Work task. Where does the word "Weidenkamp" show up in the records? Copy every line that holds it.

The data.
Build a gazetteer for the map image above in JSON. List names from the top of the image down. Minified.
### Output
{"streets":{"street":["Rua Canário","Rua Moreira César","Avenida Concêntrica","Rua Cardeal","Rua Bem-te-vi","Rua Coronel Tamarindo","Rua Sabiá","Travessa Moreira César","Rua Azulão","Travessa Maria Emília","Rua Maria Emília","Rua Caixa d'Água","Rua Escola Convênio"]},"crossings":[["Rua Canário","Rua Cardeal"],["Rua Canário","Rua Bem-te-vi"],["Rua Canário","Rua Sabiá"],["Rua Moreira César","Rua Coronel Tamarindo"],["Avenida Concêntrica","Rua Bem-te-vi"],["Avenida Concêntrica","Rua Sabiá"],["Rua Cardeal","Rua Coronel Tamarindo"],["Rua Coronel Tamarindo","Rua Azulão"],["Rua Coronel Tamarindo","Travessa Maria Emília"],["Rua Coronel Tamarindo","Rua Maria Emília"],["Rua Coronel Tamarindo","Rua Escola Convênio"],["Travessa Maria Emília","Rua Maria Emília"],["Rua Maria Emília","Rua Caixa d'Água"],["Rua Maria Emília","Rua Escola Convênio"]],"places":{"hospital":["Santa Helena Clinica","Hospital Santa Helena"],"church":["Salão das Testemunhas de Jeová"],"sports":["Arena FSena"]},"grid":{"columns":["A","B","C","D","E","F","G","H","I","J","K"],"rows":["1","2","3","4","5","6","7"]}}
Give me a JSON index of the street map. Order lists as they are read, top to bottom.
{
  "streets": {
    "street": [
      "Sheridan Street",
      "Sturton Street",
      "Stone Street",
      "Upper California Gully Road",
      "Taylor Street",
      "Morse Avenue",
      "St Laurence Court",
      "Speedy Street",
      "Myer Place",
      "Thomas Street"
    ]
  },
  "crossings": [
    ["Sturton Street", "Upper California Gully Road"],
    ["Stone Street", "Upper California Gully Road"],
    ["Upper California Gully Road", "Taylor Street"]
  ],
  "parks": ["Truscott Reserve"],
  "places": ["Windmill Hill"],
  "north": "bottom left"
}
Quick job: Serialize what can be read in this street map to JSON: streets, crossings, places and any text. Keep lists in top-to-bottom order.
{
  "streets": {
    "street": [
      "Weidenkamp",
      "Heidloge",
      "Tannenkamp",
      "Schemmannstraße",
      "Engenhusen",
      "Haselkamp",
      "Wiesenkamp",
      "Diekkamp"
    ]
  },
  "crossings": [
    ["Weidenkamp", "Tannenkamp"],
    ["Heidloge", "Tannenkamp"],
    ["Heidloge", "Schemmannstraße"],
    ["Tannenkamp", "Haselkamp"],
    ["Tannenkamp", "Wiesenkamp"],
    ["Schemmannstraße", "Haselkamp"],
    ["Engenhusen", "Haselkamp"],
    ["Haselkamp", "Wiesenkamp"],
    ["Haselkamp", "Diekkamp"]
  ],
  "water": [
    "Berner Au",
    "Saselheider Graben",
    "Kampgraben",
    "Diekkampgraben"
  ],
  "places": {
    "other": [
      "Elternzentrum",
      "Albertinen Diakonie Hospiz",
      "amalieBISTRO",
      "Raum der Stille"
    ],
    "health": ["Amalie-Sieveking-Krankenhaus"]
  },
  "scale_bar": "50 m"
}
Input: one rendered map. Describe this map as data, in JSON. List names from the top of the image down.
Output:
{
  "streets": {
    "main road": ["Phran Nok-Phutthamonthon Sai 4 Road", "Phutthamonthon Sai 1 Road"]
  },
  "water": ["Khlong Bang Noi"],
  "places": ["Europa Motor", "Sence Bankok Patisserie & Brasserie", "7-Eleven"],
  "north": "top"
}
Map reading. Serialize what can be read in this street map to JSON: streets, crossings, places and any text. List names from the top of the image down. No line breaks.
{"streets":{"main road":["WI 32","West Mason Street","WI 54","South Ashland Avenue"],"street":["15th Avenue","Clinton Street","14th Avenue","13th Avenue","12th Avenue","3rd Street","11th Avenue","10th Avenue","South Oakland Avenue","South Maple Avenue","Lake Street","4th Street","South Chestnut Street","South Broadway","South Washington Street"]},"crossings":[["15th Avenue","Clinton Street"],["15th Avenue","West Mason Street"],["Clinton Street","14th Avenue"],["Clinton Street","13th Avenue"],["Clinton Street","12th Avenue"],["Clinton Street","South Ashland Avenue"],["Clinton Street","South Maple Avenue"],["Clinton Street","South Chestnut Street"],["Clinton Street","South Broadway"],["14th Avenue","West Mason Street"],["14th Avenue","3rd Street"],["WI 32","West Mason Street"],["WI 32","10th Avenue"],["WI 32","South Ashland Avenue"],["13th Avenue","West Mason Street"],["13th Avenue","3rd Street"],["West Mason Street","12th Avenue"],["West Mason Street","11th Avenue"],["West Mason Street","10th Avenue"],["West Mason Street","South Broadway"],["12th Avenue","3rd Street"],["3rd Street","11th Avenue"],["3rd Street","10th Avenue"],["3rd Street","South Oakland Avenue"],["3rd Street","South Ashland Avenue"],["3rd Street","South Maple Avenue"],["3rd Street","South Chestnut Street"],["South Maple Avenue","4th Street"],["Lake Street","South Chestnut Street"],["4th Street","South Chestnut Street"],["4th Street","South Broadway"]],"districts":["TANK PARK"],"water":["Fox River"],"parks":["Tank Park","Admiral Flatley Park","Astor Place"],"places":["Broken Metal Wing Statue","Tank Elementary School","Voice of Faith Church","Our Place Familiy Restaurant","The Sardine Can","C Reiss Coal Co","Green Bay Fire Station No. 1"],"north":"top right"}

Exercise result.
      "Weidenkamp",
    ["Weidenkamp", "Tannenkamp"],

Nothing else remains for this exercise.